Four undergrad students from North Carolina State University recently came forward with a nail polish that changes colours when
exposed to date rape drugs such as Rohypnol, Xanax, and GHB, thus enabling the wearer to dip a finger into a drink and test it for safety.
The feminist reaction, on the other hand, took a more critical approach. While acknowledging that the invention was born out of good intentions, many feminists took to social media to suggest that rather than challenging rape culture, this product actually contributes to it — a controversial claim, to say the least. But upon further research, I’ll have to agree that these critics are in the right.
Essentially, critics claim that while the new product means well, it specifically puts the onus on women to protect themselves from rape. This normalizes rape, making it seem like an inevitable part of life that people have to accept and do their best to avoid. This attitude absolves rapists of responsibility because it makes rape seem unavoidable, and thus contributes to rape culture.
In fact, the responsibility is often placed on women to prevent sexual assault. They are often told to avoid wearing clothing that reveals too much, to be careful with how much they drink, to travel with friends, to keep an eye on their beverages, the list goes on. But women should not have to test their drinks in every bar they walk into.
The nail polish concept absolves rapists of responsibility as it makes rape seem unavoidable.

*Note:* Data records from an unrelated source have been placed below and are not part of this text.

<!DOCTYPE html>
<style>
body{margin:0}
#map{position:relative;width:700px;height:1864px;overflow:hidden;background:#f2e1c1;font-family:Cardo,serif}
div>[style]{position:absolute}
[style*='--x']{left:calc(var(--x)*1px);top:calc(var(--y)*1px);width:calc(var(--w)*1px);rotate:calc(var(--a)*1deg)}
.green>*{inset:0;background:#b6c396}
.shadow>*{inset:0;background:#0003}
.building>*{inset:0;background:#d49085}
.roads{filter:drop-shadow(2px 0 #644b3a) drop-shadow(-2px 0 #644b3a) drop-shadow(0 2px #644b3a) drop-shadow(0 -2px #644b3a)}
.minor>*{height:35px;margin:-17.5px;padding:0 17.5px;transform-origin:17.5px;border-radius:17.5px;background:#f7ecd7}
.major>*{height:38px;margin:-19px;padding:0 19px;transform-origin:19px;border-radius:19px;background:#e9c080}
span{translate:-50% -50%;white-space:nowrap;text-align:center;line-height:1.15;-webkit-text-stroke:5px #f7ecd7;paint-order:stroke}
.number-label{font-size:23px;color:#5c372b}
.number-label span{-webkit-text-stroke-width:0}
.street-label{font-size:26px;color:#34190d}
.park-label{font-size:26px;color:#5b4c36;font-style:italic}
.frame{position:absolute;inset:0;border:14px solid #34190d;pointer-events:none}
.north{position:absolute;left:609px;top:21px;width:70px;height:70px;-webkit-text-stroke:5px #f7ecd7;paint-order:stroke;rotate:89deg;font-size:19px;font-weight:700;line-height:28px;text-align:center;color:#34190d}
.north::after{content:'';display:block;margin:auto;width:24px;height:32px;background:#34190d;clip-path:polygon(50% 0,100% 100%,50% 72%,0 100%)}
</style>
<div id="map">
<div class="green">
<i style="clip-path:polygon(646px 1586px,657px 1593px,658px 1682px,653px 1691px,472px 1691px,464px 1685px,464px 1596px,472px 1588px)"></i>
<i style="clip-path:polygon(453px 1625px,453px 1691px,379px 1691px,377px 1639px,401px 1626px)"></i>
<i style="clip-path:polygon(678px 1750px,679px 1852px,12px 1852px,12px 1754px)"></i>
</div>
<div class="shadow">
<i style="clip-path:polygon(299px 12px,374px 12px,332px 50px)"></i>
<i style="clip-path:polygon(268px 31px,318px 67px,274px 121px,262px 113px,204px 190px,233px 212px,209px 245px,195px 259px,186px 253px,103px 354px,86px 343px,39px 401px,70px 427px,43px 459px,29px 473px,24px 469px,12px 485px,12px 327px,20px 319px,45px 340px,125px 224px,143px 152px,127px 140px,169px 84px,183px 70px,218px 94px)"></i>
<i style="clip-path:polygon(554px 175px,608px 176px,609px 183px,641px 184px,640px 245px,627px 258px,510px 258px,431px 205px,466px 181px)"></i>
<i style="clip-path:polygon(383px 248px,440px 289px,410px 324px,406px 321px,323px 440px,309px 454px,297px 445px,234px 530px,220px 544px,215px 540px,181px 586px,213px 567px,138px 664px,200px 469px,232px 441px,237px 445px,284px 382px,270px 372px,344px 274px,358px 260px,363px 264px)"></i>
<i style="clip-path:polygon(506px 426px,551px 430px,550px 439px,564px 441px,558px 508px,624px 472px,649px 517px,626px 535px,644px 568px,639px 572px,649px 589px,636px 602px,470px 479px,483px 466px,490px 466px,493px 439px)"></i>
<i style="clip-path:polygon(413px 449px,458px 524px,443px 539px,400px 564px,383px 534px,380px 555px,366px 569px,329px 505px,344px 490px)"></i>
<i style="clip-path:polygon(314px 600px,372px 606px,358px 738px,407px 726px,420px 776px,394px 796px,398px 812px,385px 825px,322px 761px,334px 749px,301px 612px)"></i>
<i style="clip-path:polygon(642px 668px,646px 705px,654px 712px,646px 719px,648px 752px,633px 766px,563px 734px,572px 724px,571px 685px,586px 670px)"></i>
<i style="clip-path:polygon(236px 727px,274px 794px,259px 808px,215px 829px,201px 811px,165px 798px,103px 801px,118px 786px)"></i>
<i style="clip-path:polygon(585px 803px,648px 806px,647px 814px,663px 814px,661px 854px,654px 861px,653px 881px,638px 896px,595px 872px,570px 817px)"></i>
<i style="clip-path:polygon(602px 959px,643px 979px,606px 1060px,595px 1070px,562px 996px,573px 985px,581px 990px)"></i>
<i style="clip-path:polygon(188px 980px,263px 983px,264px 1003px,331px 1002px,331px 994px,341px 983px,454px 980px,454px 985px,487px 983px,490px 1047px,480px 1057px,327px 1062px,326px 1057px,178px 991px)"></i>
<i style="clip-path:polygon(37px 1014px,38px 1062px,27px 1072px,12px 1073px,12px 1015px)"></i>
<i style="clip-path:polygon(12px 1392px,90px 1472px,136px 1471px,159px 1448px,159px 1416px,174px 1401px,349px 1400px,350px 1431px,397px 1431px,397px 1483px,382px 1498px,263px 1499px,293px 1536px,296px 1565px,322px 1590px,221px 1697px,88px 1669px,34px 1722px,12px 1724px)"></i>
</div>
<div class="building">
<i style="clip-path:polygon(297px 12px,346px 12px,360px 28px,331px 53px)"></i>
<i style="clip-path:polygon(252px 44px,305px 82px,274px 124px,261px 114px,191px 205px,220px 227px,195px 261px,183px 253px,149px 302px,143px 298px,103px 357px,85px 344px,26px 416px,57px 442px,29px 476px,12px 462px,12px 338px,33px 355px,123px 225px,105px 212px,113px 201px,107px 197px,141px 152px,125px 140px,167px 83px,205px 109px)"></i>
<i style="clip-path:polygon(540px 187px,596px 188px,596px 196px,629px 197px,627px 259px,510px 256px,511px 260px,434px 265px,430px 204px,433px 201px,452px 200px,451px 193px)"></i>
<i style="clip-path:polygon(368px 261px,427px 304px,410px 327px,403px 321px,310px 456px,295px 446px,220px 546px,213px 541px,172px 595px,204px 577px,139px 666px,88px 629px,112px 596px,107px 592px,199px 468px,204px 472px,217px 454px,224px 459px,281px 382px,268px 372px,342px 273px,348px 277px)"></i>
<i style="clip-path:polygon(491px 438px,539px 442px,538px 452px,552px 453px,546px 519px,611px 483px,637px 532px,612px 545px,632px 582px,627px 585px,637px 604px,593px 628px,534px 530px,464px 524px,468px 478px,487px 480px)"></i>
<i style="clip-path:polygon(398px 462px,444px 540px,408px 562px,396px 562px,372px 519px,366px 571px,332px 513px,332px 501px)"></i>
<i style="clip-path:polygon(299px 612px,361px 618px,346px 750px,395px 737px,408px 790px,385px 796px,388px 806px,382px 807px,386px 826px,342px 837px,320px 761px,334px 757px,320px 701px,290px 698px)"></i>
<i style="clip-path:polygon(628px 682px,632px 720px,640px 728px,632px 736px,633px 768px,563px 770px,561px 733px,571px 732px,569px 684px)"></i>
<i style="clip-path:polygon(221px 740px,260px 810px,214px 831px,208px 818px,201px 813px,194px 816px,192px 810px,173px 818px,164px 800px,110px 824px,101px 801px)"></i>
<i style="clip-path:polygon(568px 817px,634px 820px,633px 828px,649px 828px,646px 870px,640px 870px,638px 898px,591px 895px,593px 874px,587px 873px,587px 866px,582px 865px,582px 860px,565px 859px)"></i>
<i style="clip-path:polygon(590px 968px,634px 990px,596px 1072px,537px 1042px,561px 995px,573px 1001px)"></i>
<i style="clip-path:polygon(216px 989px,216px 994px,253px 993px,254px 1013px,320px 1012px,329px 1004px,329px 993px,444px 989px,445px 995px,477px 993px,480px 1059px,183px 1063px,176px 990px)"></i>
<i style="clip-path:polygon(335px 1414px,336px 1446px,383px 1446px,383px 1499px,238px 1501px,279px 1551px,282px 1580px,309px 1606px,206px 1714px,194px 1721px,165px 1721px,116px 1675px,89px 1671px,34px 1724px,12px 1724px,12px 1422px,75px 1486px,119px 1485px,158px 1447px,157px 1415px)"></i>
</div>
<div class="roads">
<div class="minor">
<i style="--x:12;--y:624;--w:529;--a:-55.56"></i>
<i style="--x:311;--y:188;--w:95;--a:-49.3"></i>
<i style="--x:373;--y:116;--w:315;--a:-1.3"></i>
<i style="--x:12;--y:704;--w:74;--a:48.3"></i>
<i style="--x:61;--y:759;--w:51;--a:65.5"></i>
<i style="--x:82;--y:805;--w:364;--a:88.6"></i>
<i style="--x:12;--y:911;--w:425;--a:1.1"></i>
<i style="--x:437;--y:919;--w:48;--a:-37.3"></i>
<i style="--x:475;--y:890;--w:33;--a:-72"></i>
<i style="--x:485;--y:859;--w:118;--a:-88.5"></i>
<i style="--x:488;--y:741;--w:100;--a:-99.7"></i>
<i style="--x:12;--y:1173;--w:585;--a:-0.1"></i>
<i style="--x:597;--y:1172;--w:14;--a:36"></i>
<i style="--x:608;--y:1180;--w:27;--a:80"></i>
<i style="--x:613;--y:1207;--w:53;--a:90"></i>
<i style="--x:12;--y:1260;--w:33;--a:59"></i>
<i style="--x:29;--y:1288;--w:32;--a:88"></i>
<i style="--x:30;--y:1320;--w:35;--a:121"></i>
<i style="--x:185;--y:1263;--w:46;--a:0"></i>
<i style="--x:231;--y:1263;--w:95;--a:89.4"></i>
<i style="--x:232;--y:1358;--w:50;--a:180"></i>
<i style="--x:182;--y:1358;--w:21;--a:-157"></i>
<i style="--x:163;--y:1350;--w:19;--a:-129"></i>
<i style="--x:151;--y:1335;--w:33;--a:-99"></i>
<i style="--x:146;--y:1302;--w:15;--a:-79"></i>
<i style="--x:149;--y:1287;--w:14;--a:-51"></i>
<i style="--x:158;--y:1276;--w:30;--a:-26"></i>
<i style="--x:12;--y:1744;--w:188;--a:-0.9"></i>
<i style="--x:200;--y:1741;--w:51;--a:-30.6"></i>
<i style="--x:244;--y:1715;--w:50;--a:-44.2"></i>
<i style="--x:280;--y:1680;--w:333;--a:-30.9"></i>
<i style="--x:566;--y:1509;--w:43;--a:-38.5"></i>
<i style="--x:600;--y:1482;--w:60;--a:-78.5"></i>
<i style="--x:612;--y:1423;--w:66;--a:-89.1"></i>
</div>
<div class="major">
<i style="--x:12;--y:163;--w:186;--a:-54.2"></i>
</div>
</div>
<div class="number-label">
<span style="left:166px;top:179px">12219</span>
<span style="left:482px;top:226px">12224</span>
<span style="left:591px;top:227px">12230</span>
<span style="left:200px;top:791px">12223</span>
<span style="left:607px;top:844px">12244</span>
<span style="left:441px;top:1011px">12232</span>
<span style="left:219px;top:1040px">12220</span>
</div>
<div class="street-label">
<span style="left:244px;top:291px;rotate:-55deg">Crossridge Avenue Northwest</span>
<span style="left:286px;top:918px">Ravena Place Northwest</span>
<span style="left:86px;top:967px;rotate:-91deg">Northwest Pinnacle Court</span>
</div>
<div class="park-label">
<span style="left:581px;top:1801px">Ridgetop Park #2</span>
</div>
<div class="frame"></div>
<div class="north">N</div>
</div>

Another powerful critique is that the nail polish completely removes men from the equation. Men are also victims of sex crimes, and this preventative method only targets women, as the discourse surrounding sexual assault often does. This point struck me, especially since feminists are often accused of neglecting men or working against them. If we want to successfully combat rape culture, we need men and women to work together and open the lines of communication.

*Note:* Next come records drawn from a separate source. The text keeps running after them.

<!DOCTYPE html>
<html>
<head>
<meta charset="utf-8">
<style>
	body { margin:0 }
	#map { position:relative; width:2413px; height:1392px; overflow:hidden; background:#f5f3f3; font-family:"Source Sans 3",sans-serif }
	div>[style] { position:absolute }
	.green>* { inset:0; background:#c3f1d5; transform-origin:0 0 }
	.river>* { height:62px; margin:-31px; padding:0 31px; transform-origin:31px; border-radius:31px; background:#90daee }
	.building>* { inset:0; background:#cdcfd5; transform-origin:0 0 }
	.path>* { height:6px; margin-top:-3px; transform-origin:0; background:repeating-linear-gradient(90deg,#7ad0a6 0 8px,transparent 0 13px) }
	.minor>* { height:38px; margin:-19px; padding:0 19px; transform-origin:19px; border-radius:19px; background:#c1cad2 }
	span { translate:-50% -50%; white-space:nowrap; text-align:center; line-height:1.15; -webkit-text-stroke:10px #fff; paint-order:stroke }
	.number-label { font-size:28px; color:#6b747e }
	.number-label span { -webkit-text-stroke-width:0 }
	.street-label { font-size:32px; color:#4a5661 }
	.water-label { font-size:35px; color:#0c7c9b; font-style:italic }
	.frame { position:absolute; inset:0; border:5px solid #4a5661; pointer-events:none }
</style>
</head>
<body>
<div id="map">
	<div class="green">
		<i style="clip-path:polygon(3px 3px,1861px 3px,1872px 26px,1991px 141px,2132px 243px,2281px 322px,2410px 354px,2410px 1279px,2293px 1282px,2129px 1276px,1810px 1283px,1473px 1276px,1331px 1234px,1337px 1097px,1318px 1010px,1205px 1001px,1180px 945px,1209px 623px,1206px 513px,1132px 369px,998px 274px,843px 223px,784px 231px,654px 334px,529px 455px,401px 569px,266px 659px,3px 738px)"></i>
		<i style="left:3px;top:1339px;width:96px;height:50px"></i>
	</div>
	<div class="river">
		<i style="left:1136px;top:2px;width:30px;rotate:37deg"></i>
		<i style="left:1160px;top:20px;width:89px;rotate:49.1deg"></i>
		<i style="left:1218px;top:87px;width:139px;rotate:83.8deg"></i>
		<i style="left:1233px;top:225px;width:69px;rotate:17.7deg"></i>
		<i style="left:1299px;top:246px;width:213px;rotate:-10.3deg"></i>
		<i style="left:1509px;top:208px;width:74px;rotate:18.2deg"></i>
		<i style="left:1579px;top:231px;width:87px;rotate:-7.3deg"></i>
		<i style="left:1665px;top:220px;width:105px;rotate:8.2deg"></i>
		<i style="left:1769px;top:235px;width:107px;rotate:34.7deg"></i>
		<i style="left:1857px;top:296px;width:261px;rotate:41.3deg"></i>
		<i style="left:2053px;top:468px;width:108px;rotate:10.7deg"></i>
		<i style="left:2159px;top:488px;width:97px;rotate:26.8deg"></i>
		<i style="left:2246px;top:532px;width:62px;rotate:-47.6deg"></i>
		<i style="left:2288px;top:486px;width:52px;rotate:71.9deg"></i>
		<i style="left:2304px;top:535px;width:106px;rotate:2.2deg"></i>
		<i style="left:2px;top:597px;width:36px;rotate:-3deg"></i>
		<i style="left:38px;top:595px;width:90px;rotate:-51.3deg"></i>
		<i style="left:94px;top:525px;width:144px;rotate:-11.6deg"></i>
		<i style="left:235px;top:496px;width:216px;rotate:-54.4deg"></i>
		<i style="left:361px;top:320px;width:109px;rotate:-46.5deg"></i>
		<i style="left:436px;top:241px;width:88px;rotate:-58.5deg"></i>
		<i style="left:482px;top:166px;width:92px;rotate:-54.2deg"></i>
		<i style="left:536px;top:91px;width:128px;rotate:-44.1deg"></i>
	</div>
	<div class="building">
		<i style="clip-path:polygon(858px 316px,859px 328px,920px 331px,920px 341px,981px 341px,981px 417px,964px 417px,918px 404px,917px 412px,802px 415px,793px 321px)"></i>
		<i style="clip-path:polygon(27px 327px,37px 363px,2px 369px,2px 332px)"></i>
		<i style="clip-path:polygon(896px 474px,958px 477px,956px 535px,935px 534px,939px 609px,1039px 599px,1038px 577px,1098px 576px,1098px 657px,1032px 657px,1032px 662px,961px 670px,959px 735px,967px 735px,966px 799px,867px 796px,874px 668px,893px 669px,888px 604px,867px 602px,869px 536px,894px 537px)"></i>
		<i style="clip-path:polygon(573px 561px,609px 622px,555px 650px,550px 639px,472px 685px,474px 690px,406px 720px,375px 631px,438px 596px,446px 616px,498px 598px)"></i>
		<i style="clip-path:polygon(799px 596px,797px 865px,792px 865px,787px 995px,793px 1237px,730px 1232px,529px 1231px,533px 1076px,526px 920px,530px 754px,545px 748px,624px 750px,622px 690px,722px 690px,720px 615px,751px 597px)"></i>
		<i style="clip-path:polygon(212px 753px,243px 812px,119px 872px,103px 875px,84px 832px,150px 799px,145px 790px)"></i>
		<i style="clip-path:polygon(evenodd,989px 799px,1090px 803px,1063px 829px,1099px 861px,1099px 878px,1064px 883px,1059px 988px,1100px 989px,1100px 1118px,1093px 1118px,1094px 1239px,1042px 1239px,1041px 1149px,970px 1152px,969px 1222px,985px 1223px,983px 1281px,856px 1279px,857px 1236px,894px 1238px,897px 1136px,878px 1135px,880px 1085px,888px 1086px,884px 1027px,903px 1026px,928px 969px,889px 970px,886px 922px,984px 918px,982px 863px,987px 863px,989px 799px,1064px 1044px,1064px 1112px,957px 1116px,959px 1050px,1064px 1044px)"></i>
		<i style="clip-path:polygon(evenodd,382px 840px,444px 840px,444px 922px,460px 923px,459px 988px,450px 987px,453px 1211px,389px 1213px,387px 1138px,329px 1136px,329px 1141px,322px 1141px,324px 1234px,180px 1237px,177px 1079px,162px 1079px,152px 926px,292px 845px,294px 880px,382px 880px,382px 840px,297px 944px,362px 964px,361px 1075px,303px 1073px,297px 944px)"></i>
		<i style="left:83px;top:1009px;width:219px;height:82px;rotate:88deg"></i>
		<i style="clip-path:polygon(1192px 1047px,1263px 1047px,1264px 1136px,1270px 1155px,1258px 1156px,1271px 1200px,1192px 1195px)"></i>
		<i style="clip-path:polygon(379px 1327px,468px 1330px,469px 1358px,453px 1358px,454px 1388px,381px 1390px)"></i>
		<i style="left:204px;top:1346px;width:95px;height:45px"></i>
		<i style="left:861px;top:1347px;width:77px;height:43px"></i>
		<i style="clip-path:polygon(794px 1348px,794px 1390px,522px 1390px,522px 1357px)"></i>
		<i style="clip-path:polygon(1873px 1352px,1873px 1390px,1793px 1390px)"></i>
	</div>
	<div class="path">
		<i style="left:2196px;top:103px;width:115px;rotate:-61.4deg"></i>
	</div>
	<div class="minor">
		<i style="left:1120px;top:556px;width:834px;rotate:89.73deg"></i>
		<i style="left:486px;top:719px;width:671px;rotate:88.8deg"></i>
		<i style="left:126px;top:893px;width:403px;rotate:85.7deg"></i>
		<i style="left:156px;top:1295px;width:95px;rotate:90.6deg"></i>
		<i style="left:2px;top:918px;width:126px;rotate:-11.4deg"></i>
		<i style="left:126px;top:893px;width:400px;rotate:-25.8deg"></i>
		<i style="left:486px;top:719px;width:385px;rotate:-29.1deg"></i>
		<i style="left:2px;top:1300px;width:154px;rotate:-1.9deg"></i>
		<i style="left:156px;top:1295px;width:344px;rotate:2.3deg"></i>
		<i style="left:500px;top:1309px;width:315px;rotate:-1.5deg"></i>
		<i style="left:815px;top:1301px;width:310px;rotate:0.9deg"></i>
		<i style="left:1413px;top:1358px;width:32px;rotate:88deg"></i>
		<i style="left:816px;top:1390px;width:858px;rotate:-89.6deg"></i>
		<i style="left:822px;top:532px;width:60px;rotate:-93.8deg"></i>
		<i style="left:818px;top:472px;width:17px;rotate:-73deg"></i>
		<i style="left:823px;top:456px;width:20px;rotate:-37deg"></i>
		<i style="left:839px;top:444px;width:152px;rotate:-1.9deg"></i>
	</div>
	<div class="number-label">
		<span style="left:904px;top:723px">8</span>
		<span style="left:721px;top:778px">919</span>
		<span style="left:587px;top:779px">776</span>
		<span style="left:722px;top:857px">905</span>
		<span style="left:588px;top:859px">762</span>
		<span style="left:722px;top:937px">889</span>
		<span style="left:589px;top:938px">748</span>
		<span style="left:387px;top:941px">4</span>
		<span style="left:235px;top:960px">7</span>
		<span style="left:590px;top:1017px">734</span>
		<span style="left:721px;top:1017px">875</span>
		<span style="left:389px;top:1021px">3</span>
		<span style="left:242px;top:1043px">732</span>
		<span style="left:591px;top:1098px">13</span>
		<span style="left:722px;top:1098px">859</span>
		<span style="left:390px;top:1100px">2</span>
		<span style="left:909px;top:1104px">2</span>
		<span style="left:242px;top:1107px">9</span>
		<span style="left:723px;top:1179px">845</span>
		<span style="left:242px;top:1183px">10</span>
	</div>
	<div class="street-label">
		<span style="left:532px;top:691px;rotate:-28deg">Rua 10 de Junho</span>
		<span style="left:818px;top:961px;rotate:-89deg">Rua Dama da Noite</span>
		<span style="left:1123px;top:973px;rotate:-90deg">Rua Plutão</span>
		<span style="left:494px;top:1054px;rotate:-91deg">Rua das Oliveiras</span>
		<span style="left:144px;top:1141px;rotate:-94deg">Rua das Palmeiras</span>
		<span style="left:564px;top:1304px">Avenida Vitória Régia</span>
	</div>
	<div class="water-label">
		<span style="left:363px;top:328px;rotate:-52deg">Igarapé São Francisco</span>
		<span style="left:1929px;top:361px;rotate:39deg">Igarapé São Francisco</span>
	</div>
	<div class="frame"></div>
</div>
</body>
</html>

Honestly, I feel rather ashamed for not having thought critically about it on my own. Do I feel the men who invented the product intend to contribute to rape culture? Absolutely not — they were trying to do a good thing. However, their approach was misguided.
Unfortunately, because of the established patriarchal society that we live in, it’s difficult to break out of our existing mental framework and consider alternative ways to combat these crimes. Feminist concepts may be difficult to wrap our heads around, as feminist perspectives on these matters are far from common knowledge, and are often misunderstood. This is why it’s important to turn the conversation on its head and question the way we’ve all been conditioned to see the issue of sexual assault.
The fact of the matter is that these feminist critics have a point, and the longer we fail to educate ourselves and consider this point, the more we perpetuate an environment conducive to rape culture. I’d like a world where we all feel safe, but I don’t think nail polish is the answer. These young innovators should be congratulated for their efforts but we, as a society, must do better.